This picture is a perfectly accurate symbolic study of the German Empire. Therefore, naturally, it is one of the most dreadful that were ever drawn. In all the gruesome "Dances of Death" in which the fifteenth century took so grim a pleasure, no artist ever conceived the horrible idea of a fat skeleton. But we have not only conceived the thought, we have seen the thing—"a terror in the sunshine." We know that chest, puffed up with a wind of pride, and that stomach heavy with slaughter and rich living; and above them the Death's Head. We have seen it. We have felt its foul breath. Its name is Prussia.

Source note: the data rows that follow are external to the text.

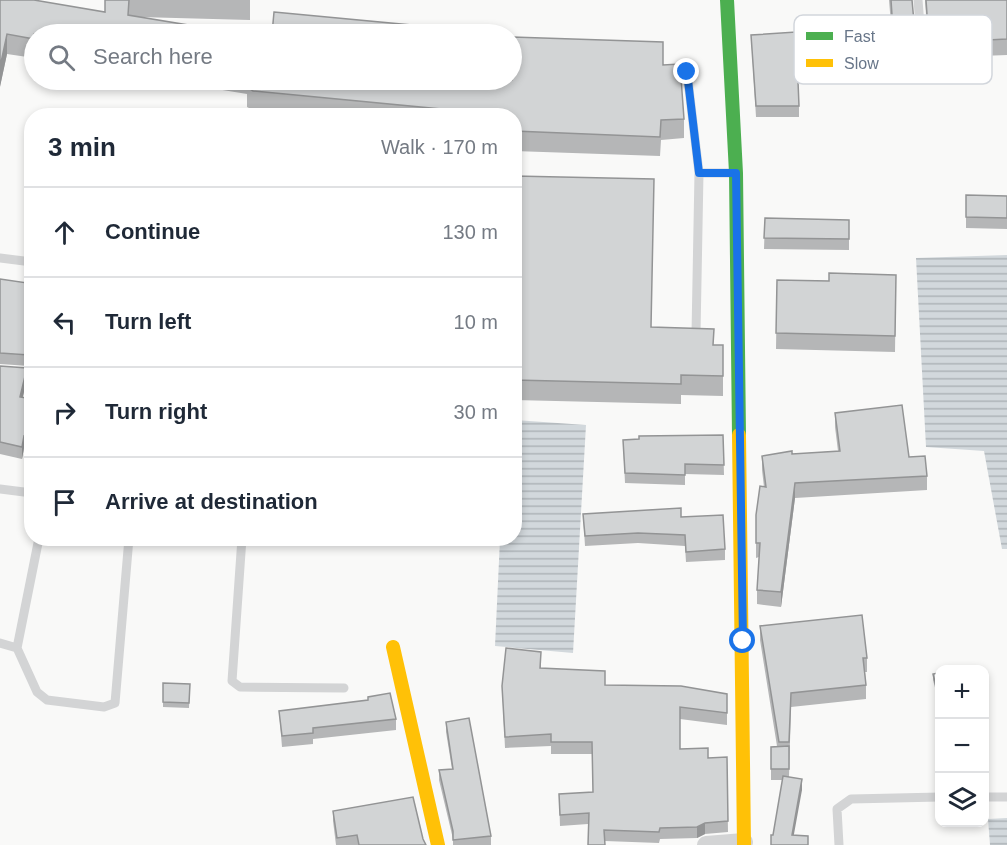 <!DOCTYPE html>
<html lang="en">
<head>
<meta charset="utf-8">
<style>
  :root { --surface:#fff; --page:#f2f2f3; --text:#1f2937; --muted:#747a83; --line:#e0e1e3 }
  body { margin:0; font-family:Arial,sans-serif; background:var(--page); color:var(--text) }
  .controls { position:absolute; right:18px; bottom:18px; display:grid; overflow:hidden; border-radius:12px; box-shadow:0 3px 9px #0003 }
  .controls button { width:54px; height:54px; display:grid; place-items:center; padding:0; border:0; border-bottom:2px solid var(--line); background:var(--surface); color:var(--text); font:30px sans-serif }
  .stop { position:absolute; width:18px; height:18px; margin:-14px; border:4px solid #1a73e8; border-radius:50%; background:#fff }
  .stop.end { background:#1a73e8; border-color:#fff; box-shadow:0 2px 6px #0008 }
  .list { margin:0; padding:0; list-style:none }
  h2 { display:flex; justify-content:space-between; align-items:center; height:78px; margin:0; padding:0 24px; font-size:26px }
  h2 small { font-size:20px; font-weight:400; color:var(--muted) }
  .list li { display:grid; grid-template-columns:39px 1fr auto; gap:18px; align-items:center; box-sizing:border-box; height:90px; padding:0 24px; border-top:2px solid var(--line) }
  .list b { display:block; font-size:22px; white-space:nowrap }
  .list em { font-size:20px; font-style:normal; color:var(--muted) }
  .icon { flex:none; width:33px; height:33px; fill:none; stroke:currentColor; stroke-width:2; stroke-linecap:round; stroke-linejoin:round }
  .map { position:relative; flex:none; width:1007px; height:845px; overflow:hidden }
  .search { position:absolute; background:var(--surface); box-shadow:0 3px 9px #0003; left:24px; top:24px; width:498px; height:66px; display:flex; align-items:center; gap:15px; box-sizing:border-box; padding:0 21px; border-radius:33px; color:var(--muted); font-size:22px }
  .panel { position:absolute; background:var(--surface); box-shadow:0 3px 9px #0003; left:24px; top:108px; width:498px; height:438px; border-radius:24px }
  .map>svg:first-child { display:block }
  .water { fill:url(#water-rules) }
  .lines { fill:none; stroke-linecap:round; stroke-linejoin:round }
  .lane { stroke:#d3d4d5; stroke-width:9 }
  .street { stroke:#d3d4d5; stroke-width:18 }
  .fast { stroke:#4caf50; stroke-width:14 }
  .slow { stroke:#ffc107; stroke-width:14 }
  .wall { fill:#b5b6b7 }
  .shaded-wall { fill:#939495 }
  .building { fill:#d2d4d5; stroke:#939495; stroke-width:1.5 }
  .route { stroke:#1a73e8; stroke-width:8 }
  .key { fill:#fff; stroke:#d2d6dc; stroke-width:1.5 }
  .key-label { font-size:16px; fill:#687689 }
</style>
</head>
<body>
<div class="map">
<svg width="1007" height="845" viewBox="0 0 1007 845">
  <defs>
    <pattern id="water-rules" width="6" height="5" patternUnits="userSpaceOnUse" patternTransform="scale(1.5)"><rect width="6" height="5" fill="#d2d8dc"/><path d="M0 2.5h6" fill="none" stroke="#aeb4b8"/></pattern>
  </defs>
  <rect width="100%" height="100%" fill="#f9f9f8"/>
  <path class="water" d="M1007 255V549H1002L984 451 926 447 916 258Z
    M515 420 586 425 573 653 495 646 500 539 514 538Z
    M1007 818V845H990L988 819Z"/>
  <g class="lines">
    <path class="lane" d="M918 0 923 63
      M687 72 699 173 696 334
      M699 173H734
      M0 258 32 262
      M0 371 32 373
      M0 489 32 493
      M242 538 232 681 240 687 344 688
      M0 643 17 648 37 692 47 700 104 707 115 703 129 538
      M17 648 39 538
      M984 797H1007
      M839 845 837 809 851 799 940 797"/>
    <path class="street" d="M706 845 744 842"/>
    <path class="fast" d="M727 0 736 173 739 435"/>
    <path class="slow" d="M739 435 744 845
      M393 647 438 845"/>
  </g>
  <path class="wall" d="M0 0 105 12V0H250V20L139 17 34 34V58L7 54 0 86Z
    M889 0H912L916 44V59L894 61Z
    M925 0H1007V55L929 58Z
    M751 35 799 106V117H756Z
    M663 65 684 119V138L661 140 660 156 514 151V116H305L253 110 247 107V94L161 80H512Z
    M514 176 652 327 714 345 723 376V396L681 395V404L514 400Z
    M966 195 1007 196V229L966 228Z
    M765 218 849 220V250L764 249Z
    M896 275 895 352 776 349 777 280 829 281Z
    M32 278 29 366 0 364V279L27 283Z
    M0 366 27 379 23 397 32 399V448L31 450 24 448 22 459 0 454Z
    M835 413 909 457 927 476V490L795 498 781 607 757 604V590L759 557 756 558V515L764 487 762 470V456L838 451 835 427Z
    M723 435 724 475 685 474V485L625 483 623 440Z
    M583 514 681 517 725 549V560L686 562 685 546 638 543 585 546Z
    M760 626 867 658V672H865L866 685V699L791 707 789 777 802 790 773 835 783 780H771V747L777 746 760 640Z
    M541 664V668L605 685 727 694V725L680 719V749L708 758 727 757 728 832 705 834 697 838 660 839 659 843 605 841 588 824 560 826 559 794 593 792 592 754H551V746L505 748 502 686Z
    M939 673V703L933 680V674Z
    M163 683 190 684 189 708 163 707Z
    M368 697 396 719V730L313 739V744L282 747 279 711 368 700Z
    M446 722 491 836V845H453V839L439 780V770L452 769 446 732Z
    M333 811 423 839 426 845H336L333 821Z"/>
  <path class="shaded-wall" d="M7 34V54L0 87V67Z
    M32 345V357L29 366V355Z
    M27 368V379L20 408V397Z
    M24 436V448L22 459V447Z
    M795 483V498L781 607V592Z
    M802 779V790L792 845V835Z
    M705 823V834L697 838V827Z"/>
  <path class="building" d="M0 0H34L105 12V0H129L128 15 243 34H34V39L7 34 0 67Z
    M891 0H912L916 44 894 46Z
    M926 0H1007V39L929 43Z
    M274 12 475 31V34H272Z
    M796 32 799 106H756L751 35Z
    M512 37 663 42V65L680 64 684 119 661 120 660 137 514 131V116H493V114L253 91 247 87 248 80H512Z
    M514 176 654 179 651 327 714 329 713 345H723V376L681 375V384L514 380Z
    M966 195 1007 196V218L966 217Z
    M765 218 849 220V239L764 238Z
    M829 273 896 275 895 336 776 333 777 280 829 281Z
    M28 278H32V345L29 355 0 353V279L27 283Z
    M0 366 27 368 20 397 32 399V436L31 438 24 436 22 447 0 442Z
    M902 405 909 457 925 456 927 476 795 483 781 592 757 590 760 543H756V515L760 486 766 487 762 456 792 451V454L840 451 835 413Z
    M723 435 724 465 685 464V475L625 473 623 440 639 439V436Z
    M681 508V517L723 515 725 549 686 552 685 535 638 533 585 536 583 514Z
    M862 615 867 658H863L866 685 791 693 789 742H779L760 626Z
    M506 648 541 652 540 668 605 671V685L681 686 727 694V713L680 707V749L708 748V758L727 757 728 821 705 823 697 827 660 828 659 832 604 830 605 845H588L589 813 560 815 559 794 593 792 592 742H551V734L505 737 502 686Z
    M939 673V698L933 674Z
    M163 683 190 684 189 703 163 702Z
    M390 693 396 719 313 728V733L282 736 279 711 368 700V697Z
    M469 718 491 836 453 840V831L439 770 453 769 446 722Z
    M789 746V769H771V747Z
    M783 776 802 779 792 835 808 836V845H771V835H773Z
    M413 797 423 839 426 845H359L357 835 337 838 333 811Z"/>
  <g class="lines">
    <path class="route" d="M687 72 699 173H736L743 641"/>
  </g>
  <rect x="794" y="15" width="198" height="69" rx="9" class="key"/>
  <rect x="806" y="32" width="27" height="8" fill="#4caf50"/>
  <rect x="806" y="59" width="27" height="8" fill="#ffc107"/>
  <g class="key-label">
    <text x="844" y="42">Fast</text>
    <text x="844" y="69">Slow</text>
  </g>
</svg>
<div class="controls">
<button>+</button>
<button>−</button>
<button><svg class="icon" aria-label="layers" viewBox="0 0 24 24"><path d="M12 4l9 5-9 5-9-5zM3 14l9 5 9-5"/></svg></button>
</div>
<div class="stop" style="left:743px;top:641px"></div>
<div class="stop end" style="left:687px;top:72px"></div>
<div class="search"><svg class="icon" aria-label="search" viewBox="0 0 24 24"><circle cx="10" cy="10" r="6"/><path d="M15 15l6 6"/></svg>Search here</div>
<section class="panel">
<h2>3 min<small>Walk · 170 m</small></h2>
<ul class="list">
<li><svg class="icon" aria-label="ahead" viewBox="0 0 24 24"><path d="M12 20V5M6 11l6-6 6 6"/></svg><div><b>Continue</b></div><em>130 m</em></li>
<li><svg class="icon" aria-label="left" viewBox="0 0 24 24"><path d="M17 20v-9H6M10 6l-5 5 5 5"/></svg><div><b>Turn left</b></div><em>10 m</em></li>
<li><svg class="icon" aria-label="right" viewBox="0 0 24 24"><path d="M7 20v-9h11M14 6l5 5-5 5"/></svg><div><b>Turn right</b></div><em>30 m</em></li>
<li><svg class="icon" aria-label="arrive" viewBox="0 0 24 24"><path d="M6 21V4h12l-3 4 3 4H6"/></svg><div><b>Arrive at destination</b></div></li>
</ul>
</section>
</div>
</body>
</html>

Look at a portrait of Frederick the Great, the "onlie true begetter" of this abortion. It oddly suggests what Raemaekers has set down here: the face a skull, the staring eyes those of a lost soul. But the skeleton has grown fat since Frederick's day—fat on the blood and plunder of nations. Only there is no living flesh on its bones, nothing of humanity about it.

"Can these dry bones live?" was the question asked of the prophet. It might have been asked of Frederick: "Can this nation live, created of your foul witchcraft, without honour, without charity, without human brotherhood or fellowship, without all that which is the flesh and blood of mankind?" The answer must have been that it could live, though with a life coming from below and essentially infernal. It could live—for a time. It could even have great power because its time was short.

But now it has waxed fat—and kicked. And its end is near.

CECIL CHESTERTON.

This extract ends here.